We’ve struck censorship once before in these pages, but here I find myself doing some redaction before the paper was ever scanned. I’d had a very weird run-in with some misbehaving Police on my way home from Hashigo, so I stopped by Malthouse and raided the fridge’s supply of abandoned samples in search of something to follow ‘Péché Mortel’.
I found this, and shared it with a plural number of colleagues who I shan’t name; it’s obvious enough that I had it, but they were a little more squiffy as to its status as ‘abandoned’, despite it having laid idle for months.
Unfortunately, despite its ludicrously high scores on Ratebeer.com, I just wasn’t wowed. This could be attributable to several things (or some combination thereof):
- Maybe I’d had too-many high-grunt beers before it.

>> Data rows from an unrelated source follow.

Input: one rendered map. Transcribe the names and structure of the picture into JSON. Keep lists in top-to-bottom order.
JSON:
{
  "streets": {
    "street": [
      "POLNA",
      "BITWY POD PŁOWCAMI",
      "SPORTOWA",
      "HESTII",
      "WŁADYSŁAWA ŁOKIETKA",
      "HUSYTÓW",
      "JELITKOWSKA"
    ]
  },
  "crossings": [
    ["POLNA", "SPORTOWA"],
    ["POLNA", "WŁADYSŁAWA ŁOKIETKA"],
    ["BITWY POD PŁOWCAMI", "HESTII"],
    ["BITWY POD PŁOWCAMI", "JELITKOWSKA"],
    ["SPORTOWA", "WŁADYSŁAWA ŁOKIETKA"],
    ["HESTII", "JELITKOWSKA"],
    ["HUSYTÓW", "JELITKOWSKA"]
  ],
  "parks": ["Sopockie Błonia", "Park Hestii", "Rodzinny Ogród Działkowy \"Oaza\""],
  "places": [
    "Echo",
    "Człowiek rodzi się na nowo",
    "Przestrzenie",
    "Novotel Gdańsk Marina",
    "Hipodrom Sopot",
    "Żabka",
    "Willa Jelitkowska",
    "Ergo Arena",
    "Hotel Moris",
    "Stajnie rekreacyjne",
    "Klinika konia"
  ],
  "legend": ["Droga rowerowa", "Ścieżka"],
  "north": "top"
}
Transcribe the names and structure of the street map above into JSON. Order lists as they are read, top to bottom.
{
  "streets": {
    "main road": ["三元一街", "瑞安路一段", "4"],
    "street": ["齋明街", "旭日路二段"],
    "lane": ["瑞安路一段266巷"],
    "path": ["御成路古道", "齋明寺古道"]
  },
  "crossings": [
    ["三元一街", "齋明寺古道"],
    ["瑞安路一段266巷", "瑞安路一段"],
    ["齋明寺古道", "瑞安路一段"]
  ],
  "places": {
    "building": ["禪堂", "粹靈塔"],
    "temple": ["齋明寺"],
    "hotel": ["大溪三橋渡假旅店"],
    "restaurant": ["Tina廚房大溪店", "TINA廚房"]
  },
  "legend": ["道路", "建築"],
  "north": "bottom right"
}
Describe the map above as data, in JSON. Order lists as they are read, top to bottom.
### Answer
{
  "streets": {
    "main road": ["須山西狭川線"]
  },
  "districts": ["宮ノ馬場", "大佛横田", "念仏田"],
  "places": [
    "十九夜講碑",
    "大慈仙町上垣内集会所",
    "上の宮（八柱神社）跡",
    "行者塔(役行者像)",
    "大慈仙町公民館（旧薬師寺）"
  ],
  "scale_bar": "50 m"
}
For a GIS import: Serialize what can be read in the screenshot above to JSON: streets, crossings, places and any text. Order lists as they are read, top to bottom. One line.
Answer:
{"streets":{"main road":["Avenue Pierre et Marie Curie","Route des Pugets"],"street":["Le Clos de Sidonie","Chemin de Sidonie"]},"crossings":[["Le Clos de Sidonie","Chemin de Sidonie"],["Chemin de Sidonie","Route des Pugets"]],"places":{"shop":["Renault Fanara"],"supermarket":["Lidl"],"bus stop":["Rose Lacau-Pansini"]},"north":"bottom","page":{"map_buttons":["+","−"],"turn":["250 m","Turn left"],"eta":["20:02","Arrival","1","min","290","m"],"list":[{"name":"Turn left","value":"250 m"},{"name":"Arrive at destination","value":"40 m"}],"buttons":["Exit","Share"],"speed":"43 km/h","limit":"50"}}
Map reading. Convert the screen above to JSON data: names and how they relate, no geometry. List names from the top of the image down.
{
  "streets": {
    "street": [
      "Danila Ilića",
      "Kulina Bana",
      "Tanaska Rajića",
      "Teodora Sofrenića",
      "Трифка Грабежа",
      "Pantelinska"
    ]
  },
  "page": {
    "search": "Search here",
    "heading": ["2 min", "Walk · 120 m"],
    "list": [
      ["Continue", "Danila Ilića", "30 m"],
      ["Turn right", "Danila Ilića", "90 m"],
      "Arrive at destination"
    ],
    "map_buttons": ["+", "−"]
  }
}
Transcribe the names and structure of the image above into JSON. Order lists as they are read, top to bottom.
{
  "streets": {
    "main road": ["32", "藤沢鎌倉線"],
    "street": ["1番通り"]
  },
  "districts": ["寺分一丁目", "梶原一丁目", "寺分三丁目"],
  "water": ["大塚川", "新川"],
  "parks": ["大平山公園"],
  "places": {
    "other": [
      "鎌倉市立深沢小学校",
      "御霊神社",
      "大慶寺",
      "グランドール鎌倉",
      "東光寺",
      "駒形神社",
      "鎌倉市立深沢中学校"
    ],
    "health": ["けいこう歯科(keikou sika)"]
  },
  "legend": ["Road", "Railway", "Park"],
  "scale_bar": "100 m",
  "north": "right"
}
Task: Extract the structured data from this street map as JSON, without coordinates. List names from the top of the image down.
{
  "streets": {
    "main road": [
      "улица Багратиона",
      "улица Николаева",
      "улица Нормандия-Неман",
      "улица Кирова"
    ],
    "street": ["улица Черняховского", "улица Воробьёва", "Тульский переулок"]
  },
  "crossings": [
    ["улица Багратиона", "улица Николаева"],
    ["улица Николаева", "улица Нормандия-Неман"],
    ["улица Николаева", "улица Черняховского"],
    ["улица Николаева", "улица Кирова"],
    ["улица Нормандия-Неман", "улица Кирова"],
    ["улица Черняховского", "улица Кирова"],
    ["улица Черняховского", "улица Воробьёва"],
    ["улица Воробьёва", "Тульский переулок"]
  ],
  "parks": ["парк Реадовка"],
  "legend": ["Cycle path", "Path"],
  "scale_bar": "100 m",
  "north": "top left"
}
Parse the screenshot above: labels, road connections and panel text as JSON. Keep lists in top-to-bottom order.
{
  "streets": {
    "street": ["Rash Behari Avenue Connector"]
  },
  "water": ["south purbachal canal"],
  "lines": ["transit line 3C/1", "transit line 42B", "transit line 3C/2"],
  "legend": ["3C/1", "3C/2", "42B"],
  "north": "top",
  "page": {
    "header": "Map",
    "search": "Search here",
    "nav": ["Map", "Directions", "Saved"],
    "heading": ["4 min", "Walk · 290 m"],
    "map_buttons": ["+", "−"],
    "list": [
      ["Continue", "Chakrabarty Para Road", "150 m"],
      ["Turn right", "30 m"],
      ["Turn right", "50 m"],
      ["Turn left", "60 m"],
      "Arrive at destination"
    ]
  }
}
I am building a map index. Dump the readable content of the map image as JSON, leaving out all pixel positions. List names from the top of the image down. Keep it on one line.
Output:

This is definitely a factor with beer; you just can’t properly try that many ‘new’ things in a session, especially if they’re quite strong. There comes a point at work where someone will ask for one more random recommendation from me (who is, quite naturally, well stocked with such), and my frank advice will be to return to something they know. Save the new things for next time.
- Perhaps the beer had had a hard life before reaching me. Beers of this kind (strong, malt-driven) tend to age well, and the brewery are confident it would, but this was two years old and may have had some difficult (too hot, too rough) travels in its time. It’s a relatively-fragile product, really, and that fact is a large part of what drives the controversy over ‘grey market’ imports — about which more later, I’m sure. Or,
- Possibly it just Wasn’t My Thing. The subjectivity of beer tasting should never be allowed to be forgotten. That you yourself don’t enjoy something otherwise-almost-universally-acclaimed is no cause for concern. Especially if you know even just a little about what you’re getting in for, you’re perfectly entitled to not like something.
For me, at the time at least (I’d certainly give it another go, with that reputation), it was just too smack-in-the-face, too fumey — despite being only a nudge stronger than my previous beer’s 9.5%, one particularly-apt comment on Ratebeer.com has it as smelling “like some sort of solvent poured into an ashtray”. Just not nearly as lovely as the Péché Mortel.
Verbatim: Brooklyn Black Chocolate Stout 07/08 13/10/10 10/6% abandoned sample @ MH. 12 floz ÷ 3 w/ [redacted] Same gorgeous colour, same espresso head, fumier, though. Tarter chocolatey flavour. Strength is much more apparent in the face, too. Rapey, says [anonymous]. As you can see from the censorship, the internet publication potential is meeting with paranoia about the exact abandonedness of these things. Possibly a bit too full-on, actually. Or maybe just mis-timed.